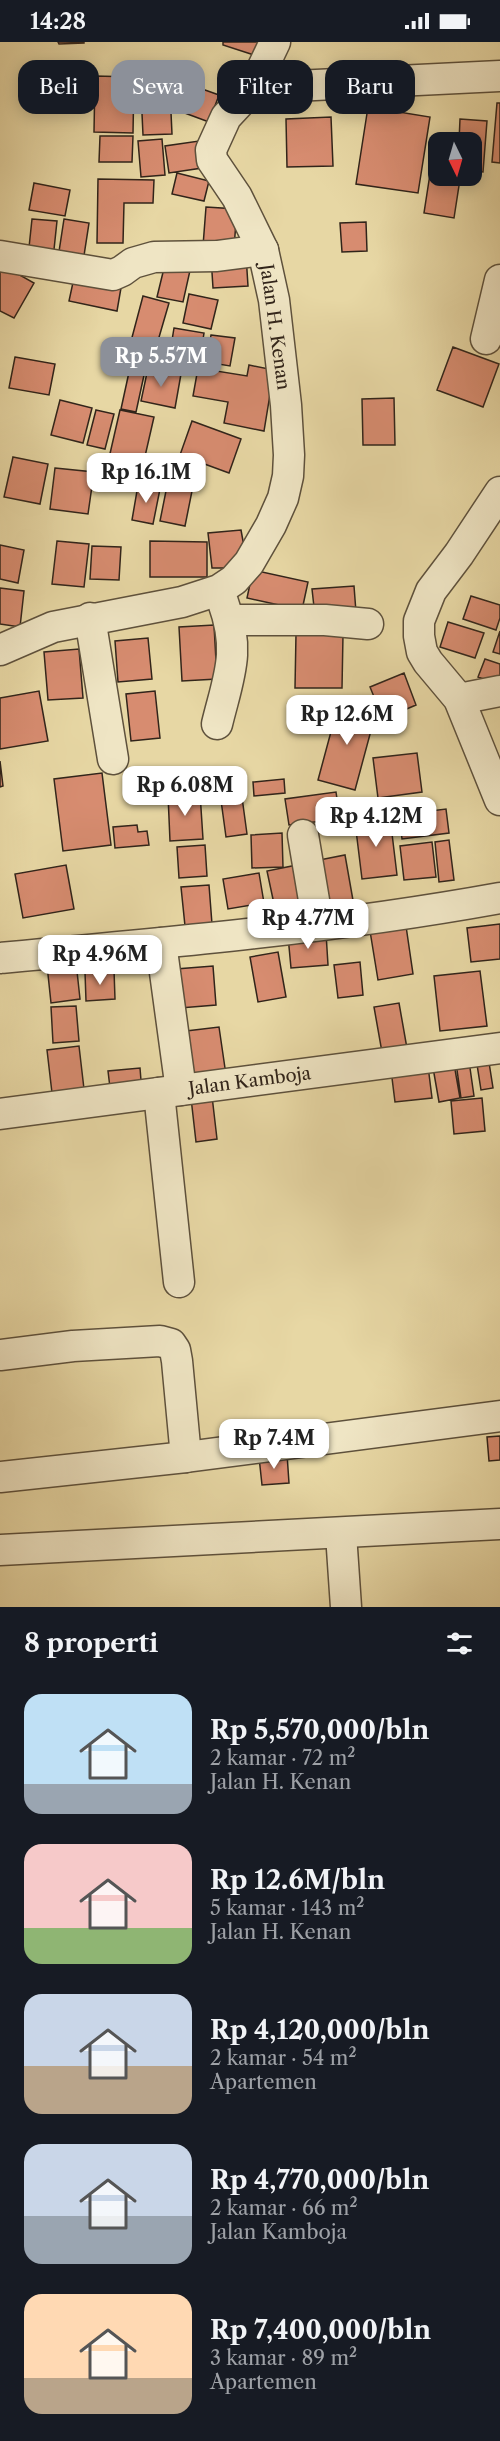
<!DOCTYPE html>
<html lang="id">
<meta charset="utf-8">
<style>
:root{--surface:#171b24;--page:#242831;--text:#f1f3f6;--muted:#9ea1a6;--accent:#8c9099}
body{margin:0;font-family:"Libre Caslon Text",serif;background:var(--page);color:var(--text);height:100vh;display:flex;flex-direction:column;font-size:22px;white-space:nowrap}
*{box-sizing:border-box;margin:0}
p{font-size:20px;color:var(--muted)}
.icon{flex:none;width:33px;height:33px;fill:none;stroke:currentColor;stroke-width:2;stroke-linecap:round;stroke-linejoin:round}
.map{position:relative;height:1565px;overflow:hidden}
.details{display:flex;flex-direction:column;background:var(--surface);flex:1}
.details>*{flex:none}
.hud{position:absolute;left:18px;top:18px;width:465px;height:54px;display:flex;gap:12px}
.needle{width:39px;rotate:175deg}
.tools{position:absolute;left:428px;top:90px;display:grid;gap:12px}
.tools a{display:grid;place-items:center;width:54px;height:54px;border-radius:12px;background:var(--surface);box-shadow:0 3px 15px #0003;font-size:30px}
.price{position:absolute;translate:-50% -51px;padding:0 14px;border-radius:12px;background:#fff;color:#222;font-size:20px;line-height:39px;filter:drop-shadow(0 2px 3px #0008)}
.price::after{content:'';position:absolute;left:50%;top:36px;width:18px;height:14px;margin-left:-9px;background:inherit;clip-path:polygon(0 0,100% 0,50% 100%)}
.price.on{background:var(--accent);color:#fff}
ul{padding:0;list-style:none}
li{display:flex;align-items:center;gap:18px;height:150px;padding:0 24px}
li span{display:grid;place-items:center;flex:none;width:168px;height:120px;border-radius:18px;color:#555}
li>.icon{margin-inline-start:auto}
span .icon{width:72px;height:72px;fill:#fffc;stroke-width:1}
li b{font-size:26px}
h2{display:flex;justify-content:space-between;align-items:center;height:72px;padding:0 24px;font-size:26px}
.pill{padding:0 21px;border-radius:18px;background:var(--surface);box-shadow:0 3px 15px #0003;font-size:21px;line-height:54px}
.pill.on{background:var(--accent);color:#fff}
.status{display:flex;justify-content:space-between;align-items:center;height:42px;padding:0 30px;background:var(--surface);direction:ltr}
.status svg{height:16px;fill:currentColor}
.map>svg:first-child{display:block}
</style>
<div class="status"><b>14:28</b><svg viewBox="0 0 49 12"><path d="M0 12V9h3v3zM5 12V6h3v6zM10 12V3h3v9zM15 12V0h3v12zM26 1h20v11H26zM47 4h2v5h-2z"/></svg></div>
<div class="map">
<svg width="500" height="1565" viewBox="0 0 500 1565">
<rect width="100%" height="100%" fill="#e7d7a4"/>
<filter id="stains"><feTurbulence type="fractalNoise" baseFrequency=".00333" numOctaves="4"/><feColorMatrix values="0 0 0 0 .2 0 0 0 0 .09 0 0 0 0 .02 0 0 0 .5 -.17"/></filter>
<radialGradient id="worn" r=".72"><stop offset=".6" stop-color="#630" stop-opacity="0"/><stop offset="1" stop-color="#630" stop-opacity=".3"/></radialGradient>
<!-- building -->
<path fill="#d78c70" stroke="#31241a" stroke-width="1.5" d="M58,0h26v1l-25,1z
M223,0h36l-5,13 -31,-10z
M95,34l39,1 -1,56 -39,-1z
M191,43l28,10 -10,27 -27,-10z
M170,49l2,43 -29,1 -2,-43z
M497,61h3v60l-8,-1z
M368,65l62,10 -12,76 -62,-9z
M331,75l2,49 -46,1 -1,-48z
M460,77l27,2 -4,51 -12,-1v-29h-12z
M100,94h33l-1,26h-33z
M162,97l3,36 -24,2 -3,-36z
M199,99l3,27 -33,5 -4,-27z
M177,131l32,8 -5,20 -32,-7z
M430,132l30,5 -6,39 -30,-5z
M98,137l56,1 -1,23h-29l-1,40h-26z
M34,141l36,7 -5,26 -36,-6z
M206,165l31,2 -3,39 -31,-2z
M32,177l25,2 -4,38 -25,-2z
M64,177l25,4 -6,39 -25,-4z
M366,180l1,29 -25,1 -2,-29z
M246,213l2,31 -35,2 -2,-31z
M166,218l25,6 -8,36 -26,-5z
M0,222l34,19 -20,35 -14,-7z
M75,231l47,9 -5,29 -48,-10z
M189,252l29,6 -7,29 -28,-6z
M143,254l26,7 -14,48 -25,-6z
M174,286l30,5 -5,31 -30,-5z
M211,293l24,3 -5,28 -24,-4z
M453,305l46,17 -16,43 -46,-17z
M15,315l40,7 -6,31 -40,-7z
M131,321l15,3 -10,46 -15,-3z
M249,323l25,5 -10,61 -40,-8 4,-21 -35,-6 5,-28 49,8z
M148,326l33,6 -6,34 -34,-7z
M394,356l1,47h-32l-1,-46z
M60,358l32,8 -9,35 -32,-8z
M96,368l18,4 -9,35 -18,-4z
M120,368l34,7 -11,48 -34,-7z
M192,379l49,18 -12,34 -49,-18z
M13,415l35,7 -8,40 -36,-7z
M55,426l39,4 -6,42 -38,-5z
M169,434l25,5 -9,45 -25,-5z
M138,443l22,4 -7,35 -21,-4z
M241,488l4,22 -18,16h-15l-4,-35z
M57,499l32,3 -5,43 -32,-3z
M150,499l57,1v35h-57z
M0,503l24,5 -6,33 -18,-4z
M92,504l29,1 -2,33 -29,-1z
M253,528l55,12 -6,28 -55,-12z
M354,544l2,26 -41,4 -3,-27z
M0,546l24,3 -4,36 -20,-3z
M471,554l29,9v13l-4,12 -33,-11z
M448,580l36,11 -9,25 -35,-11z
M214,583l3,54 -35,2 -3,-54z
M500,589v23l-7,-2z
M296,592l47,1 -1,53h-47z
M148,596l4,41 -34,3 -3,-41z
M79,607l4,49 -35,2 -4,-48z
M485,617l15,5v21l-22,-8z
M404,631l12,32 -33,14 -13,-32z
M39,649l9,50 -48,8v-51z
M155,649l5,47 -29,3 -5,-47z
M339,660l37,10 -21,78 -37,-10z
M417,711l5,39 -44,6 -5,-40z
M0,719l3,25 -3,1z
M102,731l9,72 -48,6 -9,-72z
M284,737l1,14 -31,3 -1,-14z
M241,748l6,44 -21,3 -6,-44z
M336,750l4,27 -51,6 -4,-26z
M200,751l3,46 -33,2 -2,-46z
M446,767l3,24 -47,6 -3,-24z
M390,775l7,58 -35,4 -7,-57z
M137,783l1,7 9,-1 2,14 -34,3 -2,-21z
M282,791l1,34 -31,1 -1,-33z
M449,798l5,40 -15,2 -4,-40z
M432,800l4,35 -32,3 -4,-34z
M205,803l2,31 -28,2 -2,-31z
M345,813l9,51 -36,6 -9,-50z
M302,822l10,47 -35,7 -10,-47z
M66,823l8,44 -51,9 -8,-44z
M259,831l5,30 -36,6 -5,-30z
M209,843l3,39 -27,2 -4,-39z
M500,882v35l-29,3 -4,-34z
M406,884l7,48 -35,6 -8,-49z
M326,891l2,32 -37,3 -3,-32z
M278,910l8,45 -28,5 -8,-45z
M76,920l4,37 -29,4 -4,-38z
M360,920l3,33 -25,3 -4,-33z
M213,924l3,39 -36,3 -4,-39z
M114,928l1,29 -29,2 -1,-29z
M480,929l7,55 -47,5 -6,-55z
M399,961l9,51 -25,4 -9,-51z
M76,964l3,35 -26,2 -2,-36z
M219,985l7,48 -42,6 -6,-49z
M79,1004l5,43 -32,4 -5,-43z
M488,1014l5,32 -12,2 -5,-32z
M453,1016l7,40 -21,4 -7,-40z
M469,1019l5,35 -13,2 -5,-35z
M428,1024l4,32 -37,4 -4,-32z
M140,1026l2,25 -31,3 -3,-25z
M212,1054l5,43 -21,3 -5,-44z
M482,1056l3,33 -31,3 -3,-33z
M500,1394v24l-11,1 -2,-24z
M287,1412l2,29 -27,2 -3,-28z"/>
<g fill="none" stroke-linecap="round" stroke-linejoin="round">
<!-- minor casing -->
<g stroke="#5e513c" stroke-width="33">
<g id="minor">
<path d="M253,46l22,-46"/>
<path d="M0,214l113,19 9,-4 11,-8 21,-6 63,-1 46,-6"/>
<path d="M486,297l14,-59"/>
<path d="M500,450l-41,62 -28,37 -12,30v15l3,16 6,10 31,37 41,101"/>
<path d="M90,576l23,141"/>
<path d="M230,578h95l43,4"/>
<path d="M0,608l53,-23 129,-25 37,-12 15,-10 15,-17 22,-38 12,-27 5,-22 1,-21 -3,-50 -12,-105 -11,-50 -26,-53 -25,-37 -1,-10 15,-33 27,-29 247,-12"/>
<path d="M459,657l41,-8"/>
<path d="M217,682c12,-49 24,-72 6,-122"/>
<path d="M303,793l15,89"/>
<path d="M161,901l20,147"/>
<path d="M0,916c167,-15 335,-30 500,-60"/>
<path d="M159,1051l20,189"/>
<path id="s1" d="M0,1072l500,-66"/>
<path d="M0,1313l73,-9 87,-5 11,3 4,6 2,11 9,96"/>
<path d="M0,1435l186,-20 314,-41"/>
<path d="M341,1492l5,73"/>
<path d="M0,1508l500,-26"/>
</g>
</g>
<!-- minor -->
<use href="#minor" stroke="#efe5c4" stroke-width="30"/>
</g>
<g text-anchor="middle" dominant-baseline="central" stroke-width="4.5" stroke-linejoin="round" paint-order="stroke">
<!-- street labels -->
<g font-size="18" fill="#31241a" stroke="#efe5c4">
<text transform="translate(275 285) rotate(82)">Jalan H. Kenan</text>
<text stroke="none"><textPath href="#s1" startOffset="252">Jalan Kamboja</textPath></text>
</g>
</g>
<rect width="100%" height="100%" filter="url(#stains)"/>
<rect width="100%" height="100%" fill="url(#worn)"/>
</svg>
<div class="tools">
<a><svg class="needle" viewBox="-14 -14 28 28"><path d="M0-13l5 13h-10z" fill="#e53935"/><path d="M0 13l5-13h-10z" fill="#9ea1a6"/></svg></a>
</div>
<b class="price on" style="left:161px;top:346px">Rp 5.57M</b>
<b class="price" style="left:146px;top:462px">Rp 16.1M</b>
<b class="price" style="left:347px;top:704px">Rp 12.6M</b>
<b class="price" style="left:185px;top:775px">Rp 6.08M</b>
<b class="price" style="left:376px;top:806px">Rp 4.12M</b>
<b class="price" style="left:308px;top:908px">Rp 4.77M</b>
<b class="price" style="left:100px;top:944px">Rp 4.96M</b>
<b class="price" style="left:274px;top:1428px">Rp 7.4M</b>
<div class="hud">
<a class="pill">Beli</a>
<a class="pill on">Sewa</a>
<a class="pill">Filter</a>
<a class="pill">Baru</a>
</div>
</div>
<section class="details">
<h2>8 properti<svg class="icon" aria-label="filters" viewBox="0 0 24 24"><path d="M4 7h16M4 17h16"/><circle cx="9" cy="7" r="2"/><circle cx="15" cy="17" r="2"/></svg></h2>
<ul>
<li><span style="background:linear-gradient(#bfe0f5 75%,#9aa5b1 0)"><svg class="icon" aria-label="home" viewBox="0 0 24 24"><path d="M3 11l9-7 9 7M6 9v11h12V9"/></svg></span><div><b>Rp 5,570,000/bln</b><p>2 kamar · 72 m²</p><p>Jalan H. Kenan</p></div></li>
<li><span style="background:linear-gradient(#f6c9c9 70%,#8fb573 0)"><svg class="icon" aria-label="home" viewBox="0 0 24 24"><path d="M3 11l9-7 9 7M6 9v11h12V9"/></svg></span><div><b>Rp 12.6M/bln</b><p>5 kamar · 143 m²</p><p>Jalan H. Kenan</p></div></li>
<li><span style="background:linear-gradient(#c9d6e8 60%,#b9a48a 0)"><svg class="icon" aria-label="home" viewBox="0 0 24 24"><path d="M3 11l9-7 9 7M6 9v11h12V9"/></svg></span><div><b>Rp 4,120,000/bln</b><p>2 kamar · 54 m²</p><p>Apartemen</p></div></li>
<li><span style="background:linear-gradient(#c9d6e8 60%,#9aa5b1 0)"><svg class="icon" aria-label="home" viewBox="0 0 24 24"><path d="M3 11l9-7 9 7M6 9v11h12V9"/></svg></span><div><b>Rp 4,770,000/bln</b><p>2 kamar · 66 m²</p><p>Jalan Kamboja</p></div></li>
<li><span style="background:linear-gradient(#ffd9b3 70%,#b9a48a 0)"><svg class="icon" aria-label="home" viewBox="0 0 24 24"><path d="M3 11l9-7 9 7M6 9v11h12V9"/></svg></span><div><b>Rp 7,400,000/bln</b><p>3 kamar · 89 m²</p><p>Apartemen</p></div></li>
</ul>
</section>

**********

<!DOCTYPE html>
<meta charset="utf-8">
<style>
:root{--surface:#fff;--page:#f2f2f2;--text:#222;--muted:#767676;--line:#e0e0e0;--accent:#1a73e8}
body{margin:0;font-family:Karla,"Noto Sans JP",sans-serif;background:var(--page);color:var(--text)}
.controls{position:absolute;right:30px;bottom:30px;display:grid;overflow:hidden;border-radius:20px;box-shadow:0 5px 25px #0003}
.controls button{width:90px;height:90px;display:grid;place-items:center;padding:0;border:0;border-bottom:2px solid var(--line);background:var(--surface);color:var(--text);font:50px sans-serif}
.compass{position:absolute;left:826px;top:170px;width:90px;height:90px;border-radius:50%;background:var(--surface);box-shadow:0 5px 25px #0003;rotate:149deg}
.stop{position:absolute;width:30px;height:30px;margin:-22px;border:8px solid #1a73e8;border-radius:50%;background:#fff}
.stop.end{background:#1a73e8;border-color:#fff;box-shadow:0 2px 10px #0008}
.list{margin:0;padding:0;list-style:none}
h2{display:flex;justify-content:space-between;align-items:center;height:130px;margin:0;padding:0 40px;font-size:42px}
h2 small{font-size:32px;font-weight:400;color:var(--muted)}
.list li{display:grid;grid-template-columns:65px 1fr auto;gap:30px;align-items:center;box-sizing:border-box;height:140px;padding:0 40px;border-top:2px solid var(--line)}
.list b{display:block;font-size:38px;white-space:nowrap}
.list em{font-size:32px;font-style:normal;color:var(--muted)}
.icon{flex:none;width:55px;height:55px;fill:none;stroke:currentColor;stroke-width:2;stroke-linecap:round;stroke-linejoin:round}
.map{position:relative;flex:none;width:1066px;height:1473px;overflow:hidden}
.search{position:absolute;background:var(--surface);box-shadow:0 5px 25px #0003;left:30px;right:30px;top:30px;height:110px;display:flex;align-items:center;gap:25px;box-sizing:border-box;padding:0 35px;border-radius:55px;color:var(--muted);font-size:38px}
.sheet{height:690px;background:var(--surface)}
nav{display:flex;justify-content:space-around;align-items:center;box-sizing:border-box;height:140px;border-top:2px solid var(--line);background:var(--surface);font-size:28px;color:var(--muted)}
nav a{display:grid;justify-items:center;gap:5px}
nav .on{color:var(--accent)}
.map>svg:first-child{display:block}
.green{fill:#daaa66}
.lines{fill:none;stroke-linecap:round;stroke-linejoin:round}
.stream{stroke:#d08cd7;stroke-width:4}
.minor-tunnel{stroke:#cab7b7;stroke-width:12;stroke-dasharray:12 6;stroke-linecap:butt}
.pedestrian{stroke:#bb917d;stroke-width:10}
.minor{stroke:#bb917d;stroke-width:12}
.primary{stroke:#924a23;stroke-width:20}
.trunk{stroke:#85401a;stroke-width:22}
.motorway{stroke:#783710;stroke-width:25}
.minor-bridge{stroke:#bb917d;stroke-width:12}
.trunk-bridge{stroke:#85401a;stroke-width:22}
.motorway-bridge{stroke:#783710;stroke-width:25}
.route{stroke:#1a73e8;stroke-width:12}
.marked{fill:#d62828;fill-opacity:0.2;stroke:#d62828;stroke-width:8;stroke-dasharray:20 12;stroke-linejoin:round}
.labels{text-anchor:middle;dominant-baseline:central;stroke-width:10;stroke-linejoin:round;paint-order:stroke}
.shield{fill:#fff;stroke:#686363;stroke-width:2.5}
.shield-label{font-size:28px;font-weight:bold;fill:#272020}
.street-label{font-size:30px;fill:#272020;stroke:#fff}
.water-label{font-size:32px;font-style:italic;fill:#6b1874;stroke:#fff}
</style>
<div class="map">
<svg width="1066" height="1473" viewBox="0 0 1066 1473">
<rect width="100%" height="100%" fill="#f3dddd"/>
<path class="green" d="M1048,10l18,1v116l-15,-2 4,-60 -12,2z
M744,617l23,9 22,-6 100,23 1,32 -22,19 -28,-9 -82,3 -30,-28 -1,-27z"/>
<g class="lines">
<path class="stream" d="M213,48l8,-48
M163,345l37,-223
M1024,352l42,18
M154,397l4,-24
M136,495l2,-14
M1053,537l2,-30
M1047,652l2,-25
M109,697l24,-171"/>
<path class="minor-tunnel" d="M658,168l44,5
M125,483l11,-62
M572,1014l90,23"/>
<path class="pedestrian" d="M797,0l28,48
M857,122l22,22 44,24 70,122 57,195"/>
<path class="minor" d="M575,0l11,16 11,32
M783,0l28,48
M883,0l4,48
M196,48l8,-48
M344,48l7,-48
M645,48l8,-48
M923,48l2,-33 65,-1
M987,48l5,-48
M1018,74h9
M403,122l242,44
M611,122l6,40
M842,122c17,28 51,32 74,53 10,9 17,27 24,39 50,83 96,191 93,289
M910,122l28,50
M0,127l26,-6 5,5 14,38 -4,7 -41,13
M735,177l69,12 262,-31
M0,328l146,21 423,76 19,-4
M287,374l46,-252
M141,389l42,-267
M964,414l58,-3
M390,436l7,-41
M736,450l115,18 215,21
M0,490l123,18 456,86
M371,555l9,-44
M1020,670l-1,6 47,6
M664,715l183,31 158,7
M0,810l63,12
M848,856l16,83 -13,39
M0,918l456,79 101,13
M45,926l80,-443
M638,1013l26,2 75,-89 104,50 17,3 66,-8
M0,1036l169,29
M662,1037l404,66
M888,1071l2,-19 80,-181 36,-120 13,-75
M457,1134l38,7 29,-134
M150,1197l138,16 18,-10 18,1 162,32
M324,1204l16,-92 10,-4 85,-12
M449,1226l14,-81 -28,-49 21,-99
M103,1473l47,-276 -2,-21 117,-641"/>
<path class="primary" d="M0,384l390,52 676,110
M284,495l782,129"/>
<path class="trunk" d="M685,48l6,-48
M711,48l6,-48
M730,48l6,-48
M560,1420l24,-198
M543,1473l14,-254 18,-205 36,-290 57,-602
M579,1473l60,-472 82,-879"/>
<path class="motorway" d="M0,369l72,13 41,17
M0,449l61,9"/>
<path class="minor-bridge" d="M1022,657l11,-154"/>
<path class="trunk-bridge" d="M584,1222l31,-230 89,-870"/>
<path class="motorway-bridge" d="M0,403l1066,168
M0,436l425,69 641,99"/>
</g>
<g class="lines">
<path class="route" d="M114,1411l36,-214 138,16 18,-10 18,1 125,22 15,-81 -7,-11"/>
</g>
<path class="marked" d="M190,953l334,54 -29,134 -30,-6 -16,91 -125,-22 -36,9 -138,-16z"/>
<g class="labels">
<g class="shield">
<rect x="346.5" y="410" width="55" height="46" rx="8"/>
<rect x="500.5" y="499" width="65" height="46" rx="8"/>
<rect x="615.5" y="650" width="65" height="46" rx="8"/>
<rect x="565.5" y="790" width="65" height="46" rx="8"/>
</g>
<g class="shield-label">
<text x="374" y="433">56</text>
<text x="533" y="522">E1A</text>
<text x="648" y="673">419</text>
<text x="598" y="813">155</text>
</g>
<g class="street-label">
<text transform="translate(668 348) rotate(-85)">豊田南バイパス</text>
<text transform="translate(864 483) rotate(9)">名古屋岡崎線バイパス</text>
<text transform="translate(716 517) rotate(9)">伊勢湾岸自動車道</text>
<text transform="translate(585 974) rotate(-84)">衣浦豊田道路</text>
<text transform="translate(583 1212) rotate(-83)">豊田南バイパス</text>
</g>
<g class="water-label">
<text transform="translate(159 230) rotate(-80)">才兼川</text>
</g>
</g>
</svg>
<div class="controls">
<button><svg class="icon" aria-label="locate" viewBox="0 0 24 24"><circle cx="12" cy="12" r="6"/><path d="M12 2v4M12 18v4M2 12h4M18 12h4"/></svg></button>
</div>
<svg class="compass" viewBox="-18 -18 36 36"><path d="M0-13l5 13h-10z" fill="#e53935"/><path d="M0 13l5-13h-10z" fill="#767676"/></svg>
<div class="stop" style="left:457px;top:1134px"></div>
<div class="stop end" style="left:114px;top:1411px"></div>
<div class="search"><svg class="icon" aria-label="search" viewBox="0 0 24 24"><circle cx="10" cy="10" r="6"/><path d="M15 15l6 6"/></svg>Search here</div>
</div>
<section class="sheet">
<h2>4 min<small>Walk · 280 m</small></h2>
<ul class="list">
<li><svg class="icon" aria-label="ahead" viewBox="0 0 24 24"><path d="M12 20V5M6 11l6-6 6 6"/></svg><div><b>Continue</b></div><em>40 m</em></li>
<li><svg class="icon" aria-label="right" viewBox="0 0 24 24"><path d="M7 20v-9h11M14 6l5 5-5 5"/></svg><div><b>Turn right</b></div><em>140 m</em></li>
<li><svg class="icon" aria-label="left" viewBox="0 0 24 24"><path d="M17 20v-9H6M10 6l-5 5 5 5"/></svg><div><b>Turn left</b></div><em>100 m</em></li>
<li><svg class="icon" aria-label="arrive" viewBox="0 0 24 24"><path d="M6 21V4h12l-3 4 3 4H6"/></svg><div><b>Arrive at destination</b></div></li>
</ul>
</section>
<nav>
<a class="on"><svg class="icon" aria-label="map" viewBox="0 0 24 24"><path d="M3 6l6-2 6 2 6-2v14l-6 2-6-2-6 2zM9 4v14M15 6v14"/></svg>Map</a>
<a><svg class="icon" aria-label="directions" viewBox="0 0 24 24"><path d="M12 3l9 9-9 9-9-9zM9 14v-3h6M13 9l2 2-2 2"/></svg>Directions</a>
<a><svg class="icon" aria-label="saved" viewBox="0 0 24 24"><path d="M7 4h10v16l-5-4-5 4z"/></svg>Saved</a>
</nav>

**********

> How to complete this task
What lines in the listing above hold the string "sans"? List them.

> Response
body{margin:0;font-family:Karla,"Noto Sans JP",sans-serif;background:var(--page);color:var(--text)}
.controls button{width:90px;height:90px;display:grid;place-items:center;padding:0;border:0;border-bottom:2px solid var(--line);background:var(--surface);color:var(--text);font:50px sans-serif}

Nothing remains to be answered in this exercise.